L’entrepreneur a aussi de nouveau promis un « robot-taxi » complètement autonome.

« Un grand jour pour le texas »

Dans l’immédiat, il a fixé comme objectif à l’usine de produire 500 000 Model Y par an.

« Tesla a un problème de riche : la demande dépasse l’offre au point que les Model Y et certains Model 3 sont livrés avec 5 à 6 mois de retard dans certaines parties du monde », souligne l’analyste Dan Ives, de Wedbush Securities. « La solution se trouve principalement à Austin et à Berlin ».

Comme Oracle, Hewlett Packard Enterprise et d’autres entreprises californiennes qui ont mis le cap sur le Texas ces dernières années, Elon Musk a déménagé le siège de Tesla à Austin fin 2021.  

« C’est un grand jour pour le Texas », estime Courtlan Ross, un natif d’Austin et investisseur immobilier qui se réjouit à l’idée que les prix des propriétés augmentent, grâce à l’affluence d’entreprises technologiques dans son État.

L’ouverture de l’usine est une « bonne chose », juge aussi Davis Galassini, un jeune analyste. « Je suis plutôt fan d’Elon Musk. Et je pense qu’il va amener plein d’emplois ».

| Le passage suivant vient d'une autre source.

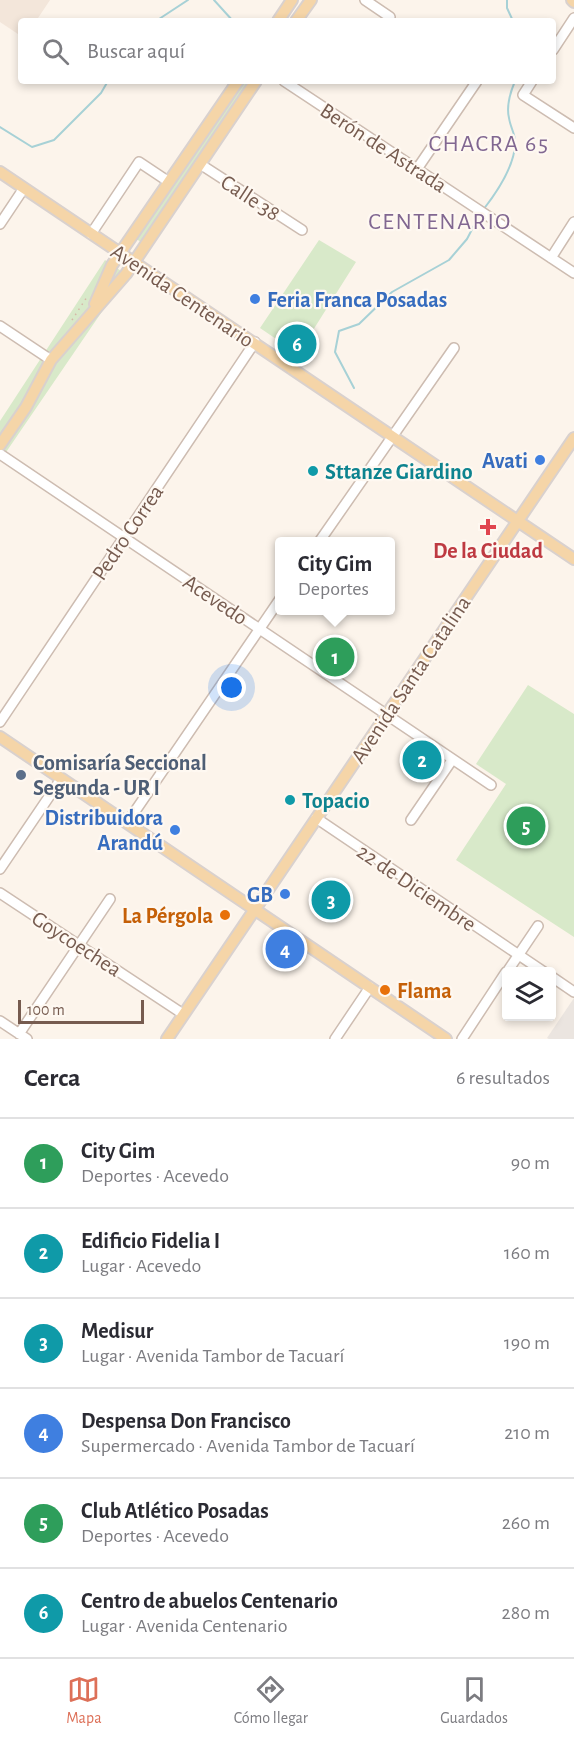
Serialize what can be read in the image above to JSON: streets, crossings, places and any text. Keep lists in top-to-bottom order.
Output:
{
  "streets": {
    "main road": ["Avenida Centenario", "Avenida Santa Catalina"],
    "street": [
      "Berón de Astrada",
      "Calle 38",
      "Pedro Correa",
      "Acevedo",
      "22 de Diciembre",
      "Goycoechea"
    ]
  },
  "crossings": [
    ["Avenida Centenario", "Pedro Correa"],
    ["Avenida Centenario", "Avenida Santa Catalina"],
    ["Pedro Correa", "Acevedo"],
    ["Acevedo", "Avenida Santa Catalina"],
    ["Avenida Santa Catalina", "22 de Diciembre"],
    ["Avenida Santa Catalina", "Goycoechea"]
  ],
  "districts": ["CHACRA 65", "CENTENARIO"],
  "places": {
    "other": [
      "Feria Franca Posadas",
      "Avati",
      "Sttanze Giardino",
      "Comisaría Seccional Segunda - UR I",
      "Topacio",
      "Distribuidora Arandú",
      "GB",
      "La Pérgola",
      "Flama"
    ],
    "health": ["De la Ciudad"]
  },
  "scale_bar": "100 m",
  "page": {
    "search": "Buscar aquí",
    "pins": [
      "6",
      "1",
      "2",
      "5",
      "3",
      "4"
    ],
    "popup": ["City Gim", "Deportes"],
    "scale": "100 m",
    "heading": ["Cerca", "6 resultados"],
    "list": [
      {
        "mark": "1",
        "name": "City Gim",
        "note": "Deportes · Acevedo",
        "value": "90 m"
      },
      {
        "mark": "2",
        "name": "Edificio Fidelia I",
        "note": "Lugar · Acevedo",
        "value": "160 m"
      },
      {
        "mark": "3",
        "name": "Medisur",
        "note": "Lugar · Avenida Tambor de Tacuarí",
        "value": "190 m"
      },
      {
        "mark": "4",
        "name": "Despensa Don Francisco",
        "note": "Supermercado · Avenida Tambor de Tacuarí",
        "value": "210 m"
      },
      {
        "mark": "5",
        "name": "Club Atlético Posadas",
        "note": "Deportes · Acevedo",
        "value": "260 m"
      },
      {
        "mark": "6",
        "name": "Centro de abuelos Centenario",
        "note": "Lugar · Avenida Centenario",
        "value": "280 m"
      }
    ],
    "nav": ["Mapa", "Cómo llegar", "Guardados"]
  }
}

D’autres habitants s’inquiètent cependant de l’arrivée en masse de start-up californiennes. « C’est très récent. Austin était une petite ville de province avant, mais c’est différent maintenant, c’est devenu immense », remarque David Delarosa, père au foyer de 28 ans.

« Crise d’identité »

Le Texas est connu pour ses politiques conservatrices-il a fait les gros titres récemment pour avoir adopté une loi particulièrement restrictive sur l’avortement-et pour ses incitations fiscales : il n’y pas d’impôts sur les sociétés, ni sur les revenus.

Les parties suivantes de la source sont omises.